El desencadenante manifiesto del asunto fueron los cambios en la normativa que la AFIP hizo para calcular la capacidad económica financiera (CEF) de quienes quieren importar, una categoría que creó el gobierno de Macri y que les da prioridad de acceder a divisas a aquellas empresas que tengan cierta proporción entre su patrimonio y lo que pretenden comprar afuera. Un modo de distinguir entre importadores natos –firmas que traen desde anteojos hasta productos textiles o juguetes y no fabrican nada– de aquellos que necesitan la mercadería como insumo. Son en realidad distinciones de tiempos de comercio administrado o cepo: en un mundo 100% libre y sin restricción externa, lo normal sería que todos tuvieran acceso a todo. Los empresarios saben que, más allá de lo formal y lo que digan los funcionarios, este tipo de requisitos se endurece cuando faltan dólares. Lo significativo del malestar de esta semana es que se oyó en el lugar menos pensado, la Cámara de Exportadores de la República Argentina, que contó el miércoles en un comunicado que varias empresas habían tenido “grandes dificultades” para tramitar importaciones “por no tener capacidad económica financiera suficiente, según la determinación que realiza la Administración Federal de Ingresos Públicos”. Ayer se sumó al planteo la Cámara Argentina de Comercio, que dijo tener una “profunda preocupación”. Los involucrados en el caso ven en la norma razones escondidas que exceden el control habitual del organismo recaudador. Una obviedad que terminaron de corroborar esta semana en las conversaciones con funcionarios, uno de los cuales atribuyó el problema a “la situación de reservas líquidas que tiene el Central”. La admisión de la dificultad fue en varios casos acompañada de un pedido o recomendación: esperar “hasta abril”, cuando entren los dólares de la cosecha gruesa.

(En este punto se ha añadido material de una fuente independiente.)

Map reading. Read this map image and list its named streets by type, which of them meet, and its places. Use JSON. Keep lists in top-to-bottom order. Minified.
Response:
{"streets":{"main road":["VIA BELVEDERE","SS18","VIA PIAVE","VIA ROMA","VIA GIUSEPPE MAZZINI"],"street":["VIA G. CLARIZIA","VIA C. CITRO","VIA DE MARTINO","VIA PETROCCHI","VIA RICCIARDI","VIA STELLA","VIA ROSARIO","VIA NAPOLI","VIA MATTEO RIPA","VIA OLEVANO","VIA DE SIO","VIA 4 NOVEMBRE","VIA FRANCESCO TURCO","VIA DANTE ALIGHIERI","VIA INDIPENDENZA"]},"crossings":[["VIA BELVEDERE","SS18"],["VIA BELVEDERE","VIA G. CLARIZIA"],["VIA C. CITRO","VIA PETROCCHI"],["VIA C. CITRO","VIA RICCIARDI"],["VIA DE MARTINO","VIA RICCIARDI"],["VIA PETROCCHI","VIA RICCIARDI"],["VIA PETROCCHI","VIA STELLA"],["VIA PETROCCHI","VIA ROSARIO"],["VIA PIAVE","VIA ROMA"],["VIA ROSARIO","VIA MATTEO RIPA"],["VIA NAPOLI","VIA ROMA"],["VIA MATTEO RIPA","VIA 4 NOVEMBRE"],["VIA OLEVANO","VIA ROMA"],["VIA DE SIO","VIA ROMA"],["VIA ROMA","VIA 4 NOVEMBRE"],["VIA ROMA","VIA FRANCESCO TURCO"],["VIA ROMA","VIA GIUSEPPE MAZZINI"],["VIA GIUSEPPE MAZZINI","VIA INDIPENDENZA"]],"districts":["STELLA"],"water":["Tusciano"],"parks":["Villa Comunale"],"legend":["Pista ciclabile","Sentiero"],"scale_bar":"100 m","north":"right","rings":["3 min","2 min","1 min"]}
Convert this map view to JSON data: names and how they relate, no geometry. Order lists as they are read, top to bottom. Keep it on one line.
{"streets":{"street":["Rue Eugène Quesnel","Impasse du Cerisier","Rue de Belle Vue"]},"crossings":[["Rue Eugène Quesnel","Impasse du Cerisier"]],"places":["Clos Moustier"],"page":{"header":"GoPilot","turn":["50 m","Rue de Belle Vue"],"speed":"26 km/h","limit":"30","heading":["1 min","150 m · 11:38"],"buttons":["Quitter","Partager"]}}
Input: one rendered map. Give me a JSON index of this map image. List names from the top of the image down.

Kulfas se sintió obligado a dar explicaciones. “No van a faltar dólares para la producción este año”, dijo, aunque aceptó la existencia de inconvenientes que definió como “transitorios” y en sectores específicos. En la Unión Industrial Argentina y en varias cámaras se habló largamente del tema, y se contactaron a su vez con el ministro y con Marcó del Pont. Han entendido hasta ahora, dicen, la necesidad de apaciguar las declaraciones. Se limitan entonces a exponer la situación con pedido de reserva y a confeccionar relevamientos sectoriales internos: es probable que la semana próxima le lleven a Kulfas algunas listas de las compañías más urgidas. “El límite es si tenemos que parar alguna línea de producción”, advierten.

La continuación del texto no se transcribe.